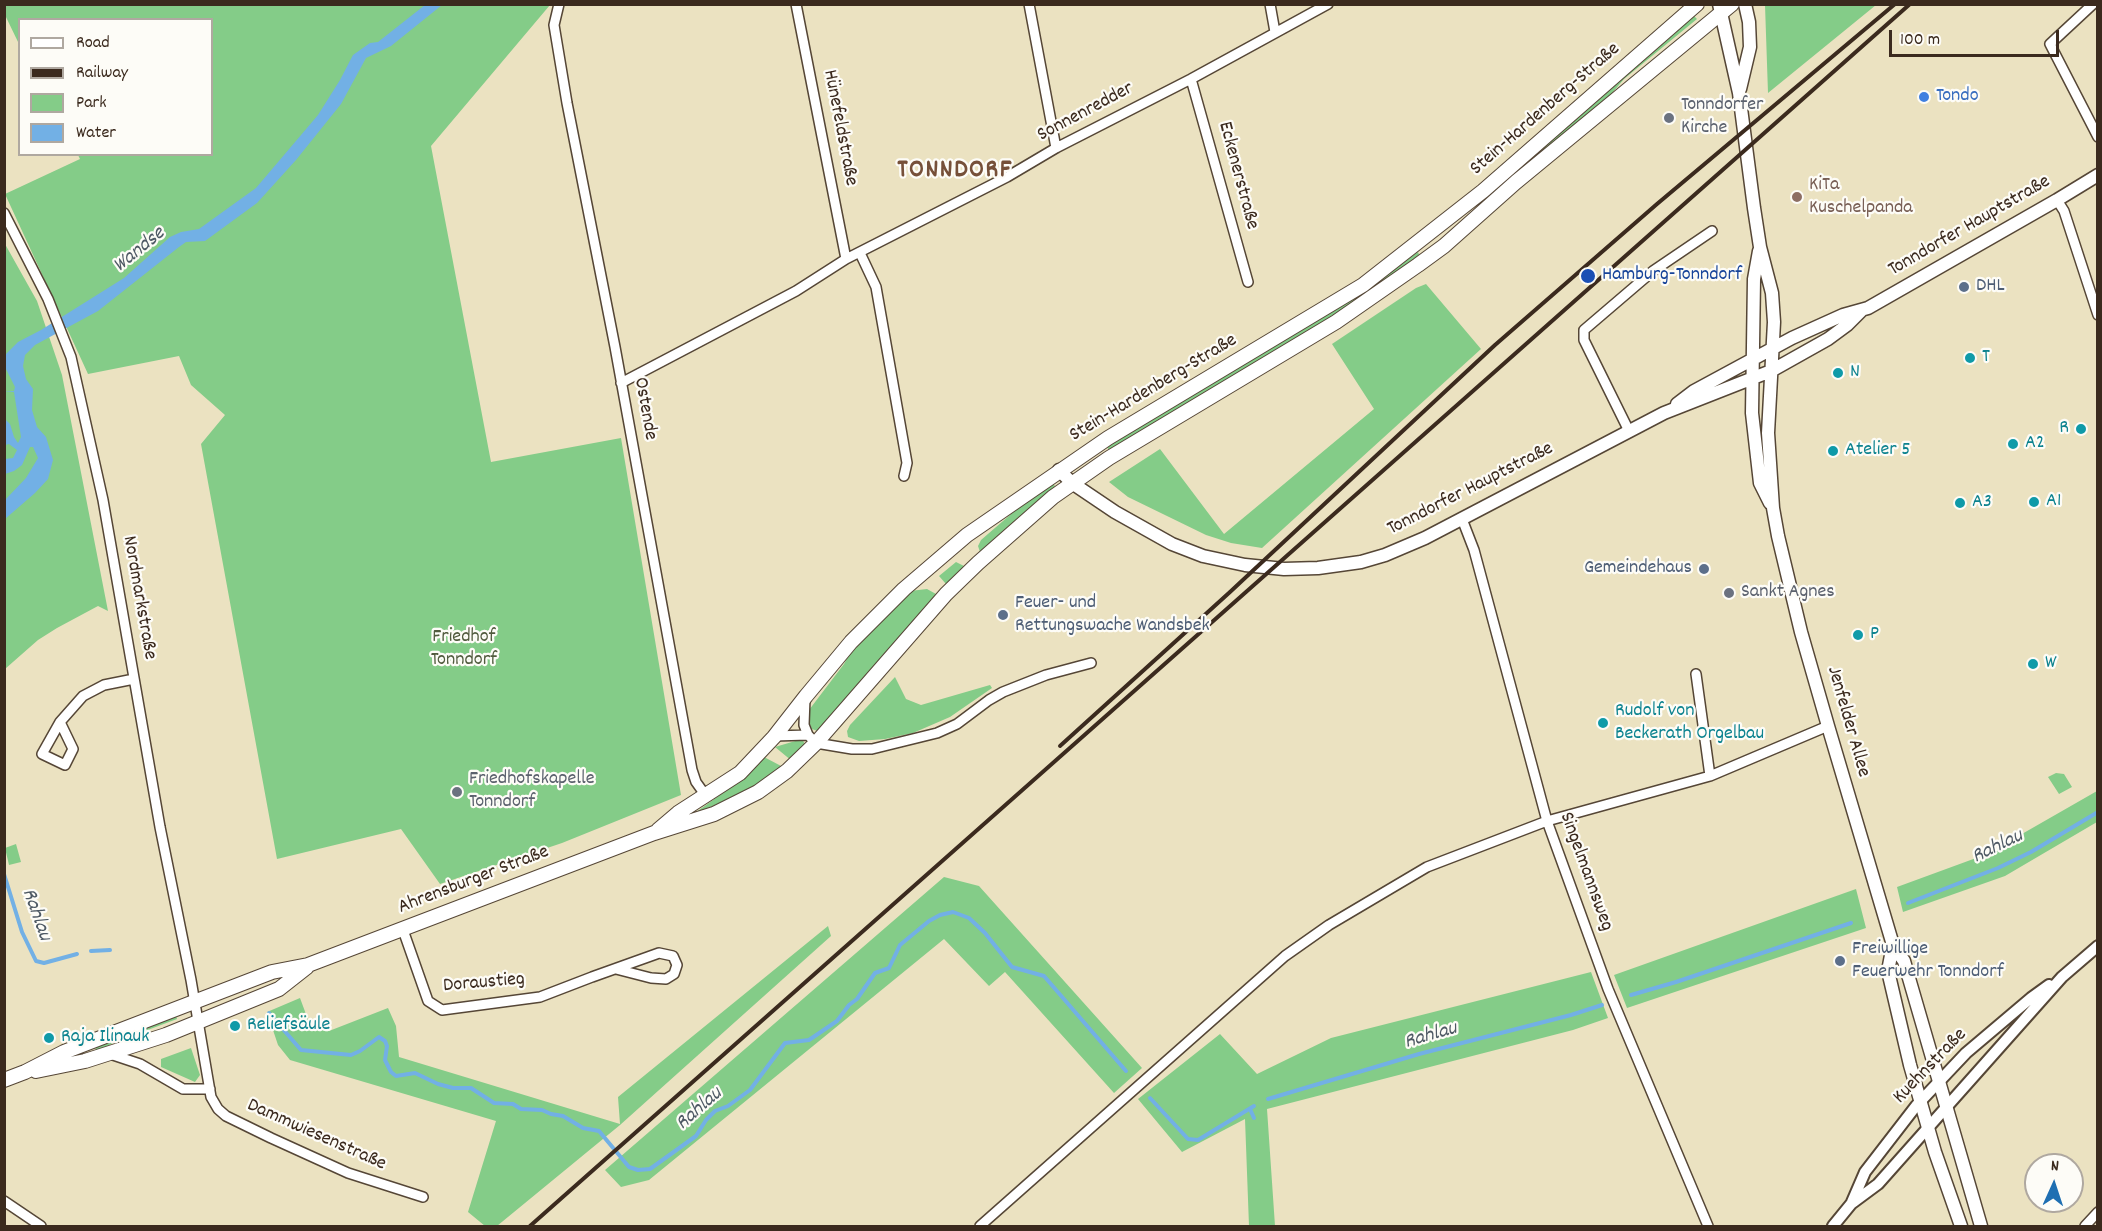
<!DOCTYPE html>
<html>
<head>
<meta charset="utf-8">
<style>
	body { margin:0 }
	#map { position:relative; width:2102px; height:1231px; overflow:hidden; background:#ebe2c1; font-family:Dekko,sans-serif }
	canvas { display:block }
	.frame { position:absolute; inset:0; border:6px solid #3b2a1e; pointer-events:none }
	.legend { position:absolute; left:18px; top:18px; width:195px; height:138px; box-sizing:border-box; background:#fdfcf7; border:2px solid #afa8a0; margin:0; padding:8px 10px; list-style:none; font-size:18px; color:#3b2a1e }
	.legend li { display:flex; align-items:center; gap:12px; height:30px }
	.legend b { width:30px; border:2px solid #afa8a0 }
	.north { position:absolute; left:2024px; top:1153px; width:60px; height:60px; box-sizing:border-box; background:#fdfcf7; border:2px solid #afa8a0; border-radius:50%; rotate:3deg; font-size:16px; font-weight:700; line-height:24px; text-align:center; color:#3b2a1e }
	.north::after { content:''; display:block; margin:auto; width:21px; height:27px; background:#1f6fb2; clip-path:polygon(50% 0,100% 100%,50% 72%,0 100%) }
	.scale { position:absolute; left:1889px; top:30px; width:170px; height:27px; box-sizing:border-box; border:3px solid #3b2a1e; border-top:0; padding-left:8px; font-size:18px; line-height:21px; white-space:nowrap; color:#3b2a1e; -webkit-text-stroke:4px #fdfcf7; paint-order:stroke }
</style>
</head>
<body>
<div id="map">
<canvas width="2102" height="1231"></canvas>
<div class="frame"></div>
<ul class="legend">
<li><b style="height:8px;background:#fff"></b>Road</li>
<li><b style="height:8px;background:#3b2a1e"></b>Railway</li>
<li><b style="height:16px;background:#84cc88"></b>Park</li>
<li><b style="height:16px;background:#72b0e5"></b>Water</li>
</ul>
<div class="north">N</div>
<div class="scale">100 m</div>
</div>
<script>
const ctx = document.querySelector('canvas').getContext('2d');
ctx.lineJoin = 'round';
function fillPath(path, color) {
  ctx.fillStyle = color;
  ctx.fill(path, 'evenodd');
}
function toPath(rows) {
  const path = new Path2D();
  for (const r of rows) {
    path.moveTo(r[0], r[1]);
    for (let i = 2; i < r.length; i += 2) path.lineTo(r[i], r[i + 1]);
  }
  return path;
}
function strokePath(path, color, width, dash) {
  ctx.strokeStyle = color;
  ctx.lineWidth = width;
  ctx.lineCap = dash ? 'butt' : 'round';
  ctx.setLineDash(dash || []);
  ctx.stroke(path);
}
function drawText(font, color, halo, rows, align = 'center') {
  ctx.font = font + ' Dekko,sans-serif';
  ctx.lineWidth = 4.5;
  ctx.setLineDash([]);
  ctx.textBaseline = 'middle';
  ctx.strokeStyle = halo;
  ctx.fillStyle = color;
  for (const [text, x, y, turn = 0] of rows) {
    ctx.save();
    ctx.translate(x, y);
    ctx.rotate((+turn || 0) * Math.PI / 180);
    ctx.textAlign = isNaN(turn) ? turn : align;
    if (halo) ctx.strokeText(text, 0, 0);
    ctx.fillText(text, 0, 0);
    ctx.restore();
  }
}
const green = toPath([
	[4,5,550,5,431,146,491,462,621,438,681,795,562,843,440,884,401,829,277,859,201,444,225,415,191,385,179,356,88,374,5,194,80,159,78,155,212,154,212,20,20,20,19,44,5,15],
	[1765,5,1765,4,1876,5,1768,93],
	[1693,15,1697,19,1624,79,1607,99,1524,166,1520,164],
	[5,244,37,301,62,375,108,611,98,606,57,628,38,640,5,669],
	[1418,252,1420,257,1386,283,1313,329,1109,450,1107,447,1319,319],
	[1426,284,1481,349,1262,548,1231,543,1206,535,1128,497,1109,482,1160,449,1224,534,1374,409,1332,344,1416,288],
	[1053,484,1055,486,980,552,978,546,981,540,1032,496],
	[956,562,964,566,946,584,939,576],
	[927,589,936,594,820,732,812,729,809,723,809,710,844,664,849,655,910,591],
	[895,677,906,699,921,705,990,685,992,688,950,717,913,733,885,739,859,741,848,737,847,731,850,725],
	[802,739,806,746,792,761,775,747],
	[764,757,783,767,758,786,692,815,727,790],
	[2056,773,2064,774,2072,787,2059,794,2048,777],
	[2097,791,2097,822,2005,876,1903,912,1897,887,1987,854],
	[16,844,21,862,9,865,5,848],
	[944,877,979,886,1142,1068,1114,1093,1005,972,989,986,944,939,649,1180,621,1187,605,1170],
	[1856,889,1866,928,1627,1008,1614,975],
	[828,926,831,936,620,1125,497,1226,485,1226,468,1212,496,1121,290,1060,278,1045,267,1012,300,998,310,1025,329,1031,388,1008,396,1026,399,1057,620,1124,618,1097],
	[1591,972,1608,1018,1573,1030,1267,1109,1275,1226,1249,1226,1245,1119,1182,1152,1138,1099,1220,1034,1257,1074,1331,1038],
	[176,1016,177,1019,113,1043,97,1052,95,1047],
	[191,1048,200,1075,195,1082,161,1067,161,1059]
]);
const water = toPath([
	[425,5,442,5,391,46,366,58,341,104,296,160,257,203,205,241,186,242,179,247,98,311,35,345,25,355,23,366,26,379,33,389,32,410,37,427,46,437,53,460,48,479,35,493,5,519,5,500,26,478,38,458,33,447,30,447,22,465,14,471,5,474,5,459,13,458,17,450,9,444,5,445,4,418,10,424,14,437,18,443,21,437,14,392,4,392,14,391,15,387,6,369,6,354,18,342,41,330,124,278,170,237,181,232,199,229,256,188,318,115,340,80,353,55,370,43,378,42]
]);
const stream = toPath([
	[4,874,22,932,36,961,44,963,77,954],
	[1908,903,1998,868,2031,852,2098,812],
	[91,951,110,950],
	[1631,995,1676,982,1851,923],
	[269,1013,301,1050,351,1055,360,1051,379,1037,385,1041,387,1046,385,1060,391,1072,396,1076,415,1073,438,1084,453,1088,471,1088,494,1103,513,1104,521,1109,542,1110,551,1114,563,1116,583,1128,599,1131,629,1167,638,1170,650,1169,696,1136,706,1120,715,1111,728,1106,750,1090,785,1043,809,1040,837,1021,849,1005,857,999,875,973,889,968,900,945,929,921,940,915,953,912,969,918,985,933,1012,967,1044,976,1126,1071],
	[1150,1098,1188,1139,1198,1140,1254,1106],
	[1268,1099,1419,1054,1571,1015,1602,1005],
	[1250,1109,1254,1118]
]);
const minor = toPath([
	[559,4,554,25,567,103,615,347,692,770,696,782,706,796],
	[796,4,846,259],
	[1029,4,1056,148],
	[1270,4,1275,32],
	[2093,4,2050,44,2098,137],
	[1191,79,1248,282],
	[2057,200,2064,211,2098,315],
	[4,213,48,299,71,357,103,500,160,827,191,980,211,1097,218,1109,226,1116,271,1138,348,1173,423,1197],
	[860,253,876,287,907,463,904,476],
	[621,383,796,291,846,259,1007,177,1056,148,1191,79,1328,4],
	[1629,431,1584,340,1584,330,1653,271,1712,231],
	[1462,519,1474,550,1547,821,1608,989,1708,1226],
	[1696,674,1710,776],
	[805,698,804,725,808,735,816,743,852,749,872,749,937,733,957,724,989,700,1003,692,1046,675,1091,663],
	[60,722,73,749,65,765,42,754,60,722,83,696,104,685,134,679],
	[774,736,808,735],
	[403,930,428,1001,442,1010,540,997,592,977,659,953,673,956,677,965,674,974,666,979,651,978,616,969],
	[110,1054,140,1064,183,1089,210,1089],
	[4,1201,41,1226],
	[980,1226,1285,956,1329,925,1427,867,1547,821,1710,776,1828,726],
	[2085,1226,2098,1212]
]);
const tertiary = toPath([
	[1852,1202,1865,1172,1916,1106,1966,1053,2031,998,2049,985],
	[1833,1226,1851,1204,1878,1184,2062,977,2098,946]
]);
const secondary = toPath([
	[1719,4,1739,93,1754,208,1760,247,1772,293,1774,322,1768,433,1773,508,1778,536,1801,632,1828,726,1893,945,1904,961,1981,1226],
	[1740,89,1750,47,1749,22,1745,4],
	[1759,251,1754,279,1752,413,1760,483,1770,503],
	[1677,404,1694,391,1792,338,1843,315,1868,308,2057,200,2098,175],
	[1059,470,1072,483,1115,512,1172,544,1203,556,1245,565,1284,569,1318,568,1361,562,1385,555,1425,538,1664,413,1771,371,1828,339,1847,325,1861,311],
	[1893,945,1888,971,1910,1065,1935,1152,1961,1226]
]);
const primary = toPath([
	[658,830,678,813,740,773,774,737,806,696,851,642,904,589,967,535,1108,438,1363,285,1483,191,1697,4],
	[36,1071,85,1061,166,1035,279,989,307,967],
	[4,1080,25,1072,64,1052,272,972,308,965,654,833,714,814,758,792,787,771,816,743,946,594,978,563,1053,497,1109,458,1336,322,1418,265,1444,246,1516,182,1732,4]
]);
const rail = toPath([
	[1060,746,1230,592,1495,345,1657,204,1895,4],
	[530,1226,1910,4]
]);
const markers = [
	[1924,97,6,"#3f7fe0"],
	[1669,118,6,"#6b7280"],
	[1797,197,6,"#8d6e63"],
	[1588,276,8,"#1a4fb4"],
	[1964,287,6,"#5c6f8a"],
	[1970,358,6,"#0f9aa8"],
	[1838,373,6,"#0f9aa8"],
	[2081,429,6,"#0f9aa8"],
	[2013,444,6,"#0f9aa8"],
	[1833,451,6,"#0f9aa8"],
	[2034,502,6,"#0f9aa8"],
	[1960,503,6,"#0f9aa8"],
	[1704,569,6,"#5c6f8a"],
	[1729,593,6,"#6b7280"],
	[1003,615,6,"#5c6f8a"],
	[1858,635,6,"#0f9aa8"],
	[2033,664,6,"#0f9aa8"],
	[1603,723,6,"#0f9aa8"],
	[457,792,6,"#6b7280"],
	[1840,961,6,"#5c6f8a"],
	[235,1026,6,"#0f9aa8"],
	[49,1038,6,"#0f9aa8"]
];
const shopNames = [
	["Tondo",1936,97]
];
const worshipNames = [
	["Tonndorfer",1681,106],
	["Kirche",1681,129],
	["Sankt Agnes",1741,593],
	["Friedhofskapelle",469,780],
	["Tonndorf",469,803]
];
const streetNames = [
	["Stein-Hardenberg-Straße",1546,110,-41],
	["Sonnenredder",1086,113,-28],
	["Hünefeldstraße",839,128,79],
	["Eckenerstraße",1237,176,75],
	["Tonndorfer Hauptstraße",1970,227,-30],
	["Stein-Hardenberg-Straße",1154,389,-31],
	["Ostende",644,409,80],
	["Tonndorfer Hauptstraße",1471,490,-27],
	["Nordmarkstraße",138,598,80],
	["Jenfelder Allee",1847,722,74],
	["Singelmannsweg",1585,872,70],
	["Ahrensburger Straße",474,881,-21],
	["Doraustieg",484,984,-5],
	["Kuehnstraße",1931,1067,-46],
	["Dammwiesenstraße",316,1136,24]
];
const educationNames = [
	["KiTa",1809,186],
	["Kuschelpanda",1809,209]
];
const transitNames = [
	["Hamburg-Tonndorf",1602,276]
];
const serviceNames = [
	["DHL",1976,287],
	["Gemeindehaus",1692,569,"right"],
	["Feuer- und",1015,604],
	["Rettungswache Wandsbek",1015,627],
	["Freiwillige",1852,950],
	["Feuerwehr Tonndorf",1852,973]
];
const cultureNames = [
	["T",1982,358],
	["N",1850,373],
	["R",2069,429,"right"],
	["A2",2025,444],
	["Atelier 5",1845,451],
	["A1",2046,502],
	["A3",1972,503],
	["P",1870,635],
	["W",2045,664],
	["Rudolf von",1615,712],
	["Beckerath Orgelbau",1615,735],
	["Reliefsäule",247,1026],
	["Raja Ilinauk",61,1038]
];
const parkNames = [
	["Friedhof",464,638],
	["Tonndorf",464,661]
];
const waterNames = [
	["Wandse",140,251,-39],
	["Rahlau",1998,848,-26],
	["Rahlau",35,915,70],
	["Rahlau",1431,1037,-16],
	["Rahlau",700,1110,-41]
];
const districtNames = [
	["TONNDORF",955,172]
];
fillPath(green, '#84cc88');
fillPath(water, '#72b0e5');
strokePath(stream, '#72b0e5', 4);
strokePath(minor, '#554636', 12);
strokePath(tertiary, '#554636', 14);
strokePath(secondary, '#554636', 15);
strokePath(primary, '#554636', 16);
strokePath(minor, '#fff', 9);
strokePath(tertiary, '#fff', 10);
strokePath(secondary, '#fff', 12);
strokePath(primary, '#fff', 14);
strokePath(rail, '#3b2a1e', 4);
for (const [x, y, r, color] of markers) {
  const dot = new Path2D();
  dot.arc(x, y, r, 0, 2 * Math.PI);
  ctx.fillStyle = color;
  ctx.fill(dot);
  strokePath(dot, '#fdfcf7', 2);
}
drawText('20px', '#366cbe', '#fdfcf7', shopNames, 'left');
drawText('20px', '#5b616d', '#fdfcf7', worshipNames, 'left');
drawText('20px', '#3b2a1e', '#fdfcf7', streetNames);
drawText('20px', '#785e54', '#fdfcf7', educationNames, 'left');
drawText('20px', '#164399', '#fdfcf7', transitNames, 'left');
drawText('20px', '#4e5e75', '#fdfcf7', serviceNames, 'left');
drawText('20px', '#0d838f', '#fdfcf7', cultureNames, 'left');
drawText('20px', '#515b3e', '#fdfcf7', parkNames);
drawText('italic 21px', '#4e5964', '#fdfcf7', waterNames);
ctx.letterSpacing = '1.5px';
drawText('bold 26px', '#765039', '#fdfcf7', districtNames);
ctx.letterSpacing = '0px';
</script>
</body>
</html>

________________

The task: Go through the records above and copy every line holding the word "strokeStyle".

Result:
  ctx.strokeStyle = color;
  ctx.strokeStyle = halo;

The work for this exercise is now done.